Together is a strong provider with a robust cluster offering for both slurm and kubernetes, but it is held back from the gold category due to reliability issues. When comparing offers, we hear from users that they generally expect a lower price per GPU-hr from Together to justify the trade-off in reliability. Together is among a few providers for which we tend to hear the most reliability complaints about from users operating clusters of 64 GPUs or more. We expect this is due to their use of a broad mix of datacenter partners, which creates a “roll-of-the-dice” dynamic for performance and stability. Unfortunately, Together also does not offer to do 1-week POCs with most customers, unlike other Silver, Gold, and Platinum tier providers, which makes it difficult for buyers to know what sort of experience they will have on the cluster before making a multi-million dollar commitment.
These are all the reasons why TogetherAI went from an Gold tier provider to Silver tier provider.
Together’s multi-datacenter strategy seems to be driven by necessity. They have significant compute needs due to their serverless inference endpoint business, which is growing steadily. During our research for this article, we spoke with multiple Neoclouds that claim Together is one of their biggest customers. Competing in the serverless inference endpoint business does provide two key benefits: it creates a sales funnel to cross-sell GPU clusters to inference customers, and it allows Together to absorb the cost of idle cluster compute by running inference workloads on it. It also give Together an opportunity to enjoy the fruits of their kernel team’s labour. TKC is an exceptional feature, and the impact of Tri Dao’s FlashAttention cannot be overstated. During the research for this article, we got to hear directly from Dan Fu about the TKC roadmap. We suspect that Dan is the only person in the industry with the title of “VP, Kernels”, and for good reason. TKC is consistently impressive, and it helps both customers and Together’s serverless inference endpoint business achieve improved performance and efficiency. Together’s model of offsetting costs from idle compute by running public and private serverless endpoints is now being copied by the likes of Nebius.
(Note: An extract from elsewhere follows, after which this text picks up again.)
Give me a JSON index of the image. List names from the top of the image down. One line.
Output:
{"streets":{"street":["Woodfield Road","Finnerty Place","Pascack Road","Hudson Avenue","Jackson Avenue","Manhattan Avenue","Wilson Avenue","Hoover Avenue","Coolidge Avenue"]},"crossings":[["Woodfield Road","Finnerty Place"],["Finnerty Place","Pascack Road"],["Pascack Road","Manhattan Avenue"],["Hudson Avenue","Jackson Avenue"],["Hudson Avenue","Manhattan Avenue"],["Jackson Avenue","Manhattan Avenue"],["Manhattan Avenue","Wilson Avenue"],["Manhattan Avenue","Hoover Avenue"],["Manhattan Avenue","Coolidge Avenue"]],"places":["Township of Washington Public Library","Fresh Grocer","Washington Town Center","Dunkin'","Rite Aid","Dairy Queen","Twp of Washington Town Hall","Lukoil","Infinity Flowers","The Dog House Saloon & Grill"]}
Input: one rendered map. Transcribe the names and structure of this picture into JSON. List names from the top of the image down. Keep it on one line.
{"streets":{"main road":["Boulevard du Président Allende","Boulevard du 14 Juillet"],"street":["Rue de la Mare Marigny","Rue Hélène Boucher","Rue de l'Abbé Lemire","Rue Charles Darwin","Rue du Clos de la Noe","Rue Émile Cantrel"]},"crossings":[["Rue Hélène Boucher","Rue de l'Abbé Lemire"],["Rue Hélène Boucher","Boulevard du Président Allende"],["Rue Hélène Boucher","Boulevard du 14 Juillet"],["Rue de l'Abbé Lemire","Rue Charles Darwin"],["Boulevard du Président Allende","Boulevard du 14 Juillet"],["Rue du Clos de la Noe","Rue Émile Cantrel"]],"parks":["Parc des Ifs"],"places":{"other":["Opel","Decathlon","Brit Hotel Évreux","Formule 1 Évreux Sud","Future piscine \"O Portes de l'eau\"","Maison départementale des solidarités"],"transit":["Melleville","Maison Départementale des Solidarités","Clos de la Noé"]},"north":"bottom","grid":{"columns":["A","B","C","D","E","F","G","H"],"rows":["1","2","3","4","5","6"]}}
Why not make some extra money from idle compute?
During testing, we got access to a classic Together slurm cluster, a TKE kubernetes cluster, and a soon-to-be-released Instant Cluster in preview. For slurm, the onboarding process was smooth. Just create an account on the console, upload ssh keys, and the together engineering team sends you an onboarding document. One ssh command and the cluster works out of the box. Unfortunately, during testing we noticed that the cluster responded very slowly to terminal commands in a VSCode or cursor remote SSH session. The standard terminal application was fine, and we could replicate the slowness from multiple locations, leading us to believe it was a problem with their datacenter provider
The Kubernetes onboarding experience was less polished. Instead of providing a kubeconfig file to download, we were expected to login and access the cluster via ssh. As mentioned previously, this is atypical for kubernetes admins and users who generally prefer to develop code locally and switch contexts on demand. In addition, we found that standard tools like Helm were not installed, and users do not get sudo permissions by default, requiring more manual setup. Together uses rancher k3s to provide these clusters, which is strange considering how much of the serverless endpoint runs on kubernetes. Together has several customers, including Hedra, Cartesia, and Krea, that are successfully running production inference on thousands of GPUs using these managed K8s clusters. However, at this time, together does not have horizontal node autoscaling capabilities in these clusters. Whatever capacity you commit to is what you get. It is interesting to see the dynamic between the cluster business and the endpoint business in action: users can see it as together competing against itself, or providing end users with choice.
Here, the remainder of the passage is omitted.